*** Exercise inputs ***

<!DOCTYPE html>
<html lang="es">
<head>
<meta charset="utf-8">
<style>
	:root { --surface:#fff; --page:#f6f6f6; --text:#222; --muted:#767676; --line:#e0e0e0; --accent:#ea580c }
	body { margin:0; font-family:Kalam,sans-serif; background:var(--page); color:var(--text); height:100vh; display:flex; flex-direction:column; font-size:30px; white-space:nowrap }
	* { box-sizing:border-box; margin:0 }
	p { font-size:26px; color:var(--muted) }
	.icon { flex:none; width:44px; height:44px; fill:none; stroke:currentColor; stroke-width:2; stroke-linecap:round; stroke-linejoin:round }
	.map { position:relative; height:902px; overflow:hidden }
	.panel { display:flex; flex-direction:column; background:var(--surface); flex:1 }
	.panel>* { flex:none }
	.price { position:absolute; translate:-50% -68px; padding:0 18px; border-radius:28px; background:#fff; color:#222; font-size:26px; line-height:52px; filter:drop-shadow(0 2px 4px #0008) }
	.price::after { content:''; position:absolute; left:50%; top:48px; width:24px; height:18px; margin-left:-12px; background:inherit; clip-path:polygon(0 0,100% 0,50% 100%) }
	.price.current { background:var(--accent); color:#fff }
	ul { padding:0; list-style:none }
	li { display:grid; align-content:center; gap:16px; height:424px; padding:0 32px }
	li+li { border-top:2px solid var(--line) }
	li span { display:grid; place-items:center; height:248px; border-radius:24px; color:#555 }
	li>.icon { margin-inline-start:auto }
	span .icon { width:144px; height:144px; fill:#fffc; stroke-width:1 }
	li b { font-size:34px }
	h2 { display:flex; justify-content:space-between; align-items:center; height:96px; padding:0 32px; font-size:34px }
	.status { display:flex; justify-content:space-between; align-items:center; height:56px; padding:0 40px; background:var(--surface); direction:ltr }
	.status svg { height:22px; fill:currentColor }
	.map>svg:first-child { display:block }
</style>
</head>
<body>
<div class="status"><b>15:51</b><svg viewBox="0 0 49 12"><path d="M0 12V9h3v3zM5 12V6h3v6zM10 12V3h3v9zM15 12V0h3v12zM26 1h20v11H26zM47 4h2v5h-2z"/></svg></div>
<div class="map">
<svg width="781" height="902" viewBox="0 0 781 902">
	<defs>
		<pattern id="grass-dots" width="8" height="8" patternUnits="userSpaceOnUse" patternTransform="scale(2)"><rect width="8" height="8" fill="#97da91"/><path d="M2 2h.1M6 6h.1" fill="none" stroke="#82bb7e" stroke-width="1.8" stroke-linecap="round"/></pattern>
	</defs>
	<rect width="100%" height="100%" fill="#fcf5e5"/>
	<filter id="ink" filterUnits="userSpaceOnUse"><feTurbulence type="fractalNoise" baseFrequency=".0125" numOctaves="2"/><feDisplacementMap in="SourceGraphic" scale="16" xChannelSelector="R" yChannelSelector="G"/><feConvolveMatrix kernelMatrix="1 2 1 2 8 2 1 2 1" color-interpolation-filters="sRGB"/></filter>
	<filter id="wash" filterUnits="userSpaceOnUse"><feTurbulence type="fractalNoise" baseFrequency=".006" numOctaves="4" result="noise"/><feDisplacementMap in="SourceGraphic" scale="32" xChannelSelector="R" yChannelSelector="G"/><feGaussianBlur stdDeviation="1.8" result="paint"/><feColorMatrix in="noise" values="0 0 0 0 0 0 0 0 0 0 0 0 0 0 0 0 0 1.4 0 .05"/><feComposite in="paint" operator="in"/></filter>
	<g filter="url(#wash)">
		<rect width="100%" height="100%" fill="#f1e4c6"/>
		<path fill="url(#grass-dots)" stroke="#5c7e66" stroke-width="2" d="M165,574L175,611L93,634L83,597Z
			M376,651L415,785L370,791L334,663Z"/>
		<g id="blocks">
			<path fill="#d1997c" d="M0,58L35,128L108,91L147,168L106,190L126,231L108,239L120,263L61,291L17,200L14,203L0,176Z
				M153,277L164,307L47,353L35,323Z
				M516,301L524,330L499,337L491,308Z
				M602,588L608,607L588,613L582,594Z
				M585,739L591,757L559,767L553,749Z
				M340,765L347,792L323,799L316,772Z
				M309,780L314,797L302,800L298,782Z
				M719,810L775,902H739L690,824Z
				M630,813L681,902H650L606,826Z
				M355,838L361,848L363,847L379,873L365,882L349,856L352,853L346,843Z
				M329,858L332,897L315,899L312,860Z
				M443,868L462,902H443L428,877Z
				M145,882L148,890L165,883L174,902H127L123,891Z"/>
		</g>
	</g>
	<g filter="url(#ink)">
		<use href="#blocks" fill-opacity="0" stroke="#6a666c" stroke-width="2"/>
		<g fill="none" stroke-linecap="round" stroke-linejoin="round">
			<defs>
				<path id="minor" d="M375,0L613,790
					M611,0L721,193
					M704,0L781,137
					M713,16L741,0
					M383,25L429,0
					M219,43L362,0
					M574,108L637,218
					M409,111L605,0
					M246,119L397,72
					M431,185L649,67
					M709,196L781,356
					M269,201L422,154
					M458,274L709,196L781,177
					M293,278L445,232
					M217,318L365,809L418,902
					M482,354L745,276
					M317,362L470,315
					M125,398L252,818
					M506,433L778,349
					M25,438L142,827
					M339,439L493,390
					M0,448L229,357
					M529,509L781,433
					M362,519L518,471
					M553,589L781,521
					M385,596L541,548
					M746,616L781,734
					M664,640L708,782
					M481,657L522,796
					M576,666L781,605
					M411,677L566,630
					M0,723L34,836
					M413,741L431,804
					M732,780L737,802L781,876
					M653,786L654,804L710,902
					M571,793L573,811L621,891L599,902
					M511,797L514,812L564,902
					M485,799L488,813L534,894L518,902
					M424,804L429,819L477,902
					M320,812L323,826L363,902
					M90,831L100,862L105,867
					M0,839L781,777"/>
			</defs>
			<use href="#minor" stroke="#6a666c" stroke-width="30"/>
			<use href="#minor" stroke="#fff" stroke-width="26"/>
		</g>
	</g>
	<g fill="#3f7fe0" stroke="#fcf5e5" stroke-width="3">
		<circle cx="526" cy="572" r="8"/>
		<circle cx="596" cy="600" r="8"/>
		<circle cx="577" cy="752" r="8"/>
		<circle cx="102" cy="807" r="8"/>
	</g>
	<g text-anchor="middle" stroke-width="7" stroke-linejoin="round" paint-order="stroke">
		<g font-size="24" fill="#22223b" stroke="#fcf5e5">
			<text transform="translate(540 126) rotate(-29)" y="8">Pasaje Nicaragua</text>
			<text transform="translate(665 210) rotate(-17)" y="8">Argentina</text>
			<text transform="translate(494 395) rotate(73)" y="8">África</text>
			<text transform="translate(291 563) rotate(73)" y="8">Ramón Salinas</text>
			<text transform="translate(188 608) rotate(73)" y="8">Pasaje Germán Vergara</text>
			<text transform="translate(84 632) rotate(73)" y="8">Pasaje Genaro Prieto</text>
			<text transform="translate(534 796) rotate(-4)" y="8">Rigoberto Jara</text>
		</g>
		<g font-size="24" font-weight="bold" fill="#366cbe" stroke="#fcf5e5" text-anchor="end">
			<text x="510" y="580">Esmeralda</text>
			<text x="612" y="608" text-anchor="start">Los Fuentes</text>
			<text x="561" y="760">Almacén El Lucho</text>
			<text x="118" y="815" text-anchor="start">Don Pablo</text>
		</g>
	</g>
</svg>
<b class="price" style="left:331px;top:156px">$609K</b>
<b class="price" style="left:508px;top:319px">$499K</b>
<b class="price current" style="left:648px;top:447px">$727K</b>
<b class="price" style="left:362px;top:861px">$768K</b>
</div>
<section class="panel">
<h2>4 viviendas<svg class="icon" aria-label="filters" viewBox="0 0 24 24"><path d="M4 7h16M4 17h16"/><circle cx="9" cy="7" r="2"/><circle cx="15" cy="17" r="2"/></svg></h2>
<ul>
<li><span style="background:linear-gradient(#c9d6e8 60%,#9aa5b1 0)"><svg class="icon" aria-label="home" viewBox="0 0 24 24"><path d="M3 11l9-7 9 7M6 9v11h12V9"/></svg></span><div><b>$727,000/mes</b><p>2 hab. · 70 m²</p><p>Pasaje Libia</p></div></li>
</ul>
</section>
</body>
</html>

*** End of Exercise inputs ***

**Exercise aim:** Start at the line with "70 m²</p><p>Pasaje Libia</p></div></li>" and stop at the end of the records. Write those lines out exactly and add nothing.

**Exercise response:**
<li><span style="background:linear-gradient(#c9d6e8 60%,#9aa5b1 0)"><svg class="icon" aria-label="home" viewBox="0 0 24 24"><path d="M3 11l9-7 9 7M6 9v11h12V9"/></svg></span><div><b>$727,000/mes</b><p>2 hab. · 70 m²</p><p>Pasaje Libia</p></div></li>
</ul>
</section>
</body>
</html>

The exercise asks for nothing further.